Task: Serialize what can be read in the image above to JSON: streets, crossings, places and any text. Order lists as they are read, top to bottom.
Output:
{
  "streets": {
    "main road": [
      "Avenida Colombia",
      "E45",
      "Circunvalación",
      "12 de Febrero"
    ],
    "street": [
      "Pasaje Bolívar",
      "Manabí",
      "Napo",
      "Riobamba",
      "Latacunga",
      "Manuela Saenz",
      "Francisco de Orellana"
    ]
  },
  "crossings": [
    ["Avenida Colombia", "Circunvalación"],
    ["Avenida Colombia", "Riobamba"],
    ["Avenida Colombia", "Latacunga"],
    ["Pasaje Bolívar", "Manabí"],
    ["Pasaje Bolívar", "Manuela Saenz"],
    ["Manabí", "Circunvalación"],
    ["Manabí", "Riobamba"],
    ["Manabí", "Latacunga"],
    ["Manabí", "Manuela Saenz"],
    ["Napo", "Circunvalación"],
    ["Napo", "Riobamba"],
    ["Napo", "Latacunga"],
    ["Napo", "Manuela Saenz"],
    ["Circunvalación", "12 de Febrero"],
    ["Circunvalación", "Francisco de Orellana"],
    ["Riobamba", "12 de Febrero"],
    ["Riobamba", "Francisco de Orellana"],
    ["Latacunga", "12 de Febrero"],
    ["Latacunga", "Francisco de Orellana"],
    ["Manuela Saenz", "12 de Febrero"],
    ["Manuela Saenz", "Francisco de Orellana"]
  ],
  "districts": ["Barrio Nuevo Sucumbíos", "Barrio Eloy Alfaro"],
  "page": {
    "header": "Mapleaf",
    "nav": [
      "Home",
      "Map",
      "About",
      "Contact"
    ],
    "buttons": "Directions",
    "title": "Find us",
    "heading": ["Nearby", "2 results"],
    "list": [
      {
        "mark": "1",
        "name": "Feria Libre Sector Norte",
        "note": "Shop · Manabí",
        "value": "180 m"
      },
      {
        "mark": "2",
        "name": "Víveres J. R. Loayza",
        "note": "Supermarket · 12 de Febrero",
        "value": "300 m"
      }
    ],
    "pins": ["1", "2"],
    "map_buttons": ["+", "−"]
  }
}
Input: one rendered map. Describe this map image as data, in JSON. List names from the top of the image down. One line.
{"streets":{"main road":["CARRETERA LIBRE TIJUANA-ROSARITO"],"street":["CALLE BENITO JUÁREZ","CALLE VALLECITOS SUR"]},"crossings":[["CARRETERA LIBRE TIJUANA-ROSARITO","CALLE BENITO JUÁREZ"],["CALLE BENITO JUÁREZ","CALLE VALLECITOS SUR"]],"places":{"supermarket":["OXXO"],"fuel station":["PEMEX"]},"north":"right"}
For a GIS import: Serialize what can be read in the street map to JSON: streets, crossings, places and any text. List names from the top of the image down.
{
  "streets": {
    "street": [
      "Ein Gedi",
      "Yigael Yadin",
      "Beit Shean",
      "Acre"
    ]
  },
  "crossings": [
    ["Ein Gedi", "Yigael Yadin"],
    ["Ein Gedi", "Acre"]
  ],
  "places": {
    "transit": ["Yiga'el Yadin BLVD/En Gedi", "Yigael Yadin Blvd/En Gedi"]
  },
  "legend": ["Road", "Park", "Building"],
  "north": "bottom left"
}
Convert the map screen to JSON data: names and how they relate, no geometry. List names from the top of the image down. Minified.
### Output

--- --- ---

** The task **
Once you have read the material, set it down again word for word.

** Solution **
Task: Serialize what can be read in the image above to JSON: streets, crossings, places and any text. Order lists as they are read, top to bottom.
Output:
{
  "streets": {
    "main road": [
      "Avenida Colombia",
      "E45",
      "Circunvalación",
      "12 de Febrero"
    ],
    "street": [
      "Pasaje Bolívar",
      "Manabí",
      "Napo",
      "Riobamba",
      "Latacunga",
      "Manuela Saenz",
      "Francisco de Orellana"
    ]
  },
  "crossings": [
    ["Avenida Colombia", "Circunvalación"],
    ["Avenida Colombia", "Riobamba"],
    ["Avenida Colombia", "Latacunga"],
    ["Pasaje Bolívar", "Manabí"],
    ["Pasaje Bolívar", "Manuela Saenz"],
    ["Manabí", "Circunvalación"],
    ["Manabí", "Riobamba"],
    ["Manabí", "Latacunga"],
    ["Manabí", "Manuela Saenz"],
    ["Napo", "Circunvalación"],
    ["Napo", "Riobamba"],
    ["Napo", "Latacunga"],
    ["Napo", "Manuela Saenz"],
    ["Circunvalación", "12 de Febrero"],
    ["Circunvalación", "Francisco de Orellana"],
    ["Riobamba", "12 de Febrero"],
    ["Riobamba", "Francisco de Orellana"],
    ["Latacunga", "12 de Febrero"],
    ["Latacunga", "Francisco de Orellana"],
    ["Manuela Saenz", "12 de Febrero"],
    ["Manuela Saenz", "Francisco de Orellana"]
  ],
  "districts": ["Barrio Nuevo Sucumbíos", "Barrio Eloy Alfaro"],
  "page": {
    "header": "Mapleaf",
    "nav": [
      "Home",
      "Map",
      "About",
      "Contact"
    ],
    "buttons": "Directions",
    "title": "Find us",
    "heading": ["Nearby", "2 results"],
    "list": [
      {
        "mark": "1",
        "name": "Feria Libre Sector Norte",
        "note": "Shop · Manabí",
        "value": "180 m"
      },
      {
        "mark": "2",
        "name": "Víveres J. R. Loayza",
        "note": "Supermarket · 12 de Febrero",
        "value": "300 m"
      }
    ],
    "pins": ["1", "2"],
    "map_buttons": ["+", "−"]
  }
}
Input: one rendered map. Describe this map image as data, in JSON. List names from the top of the image down. One line.
{"streets":{"main road":["CARRETERA LIBRE TIJUANA-ROSARITO"],"street":["CALLE BENITO JUÁREZ","CALLE VALLECITOS SUR"]},"crossings":[["CARRETERA LIBRE TIJUANA-ROSARITO","CALLE BENITO JUÁREZ"],["CALLE BENITO JUÁREZ","CALLE VALLECITOS SUR"]],"places":{"supermarket":["OXXO"],"fuel station":["PEMEX"]},"north":"right"}
For a GIS import: Serialize what can be read in the street map to JSON: streets, crossings, places and any text. List names from the top of the image down.
{
  "streets": {
    "street": [
      "Ein Gedi",
      "Yigael Yadin",
      "Beit Shean",
      "Acre"
    ]
  },
  "crossings": [
    ["Ein Gedi", "Yigael Yadin"],
    ["Ein Gedi", "Acre"]
  ],
  "places": {
    "transit": ["Yiga'el Yadin BLVD/En Gedi", "Yigael Yadin Blvd/En Gedi"]
  },
  "legend": ["Road", "Park", "Building"],
  "north": "bottom left"
}
Convert the map screen to JSON data: names and how they relate, no geometry. List names from the top of the image down. Minified.
### Output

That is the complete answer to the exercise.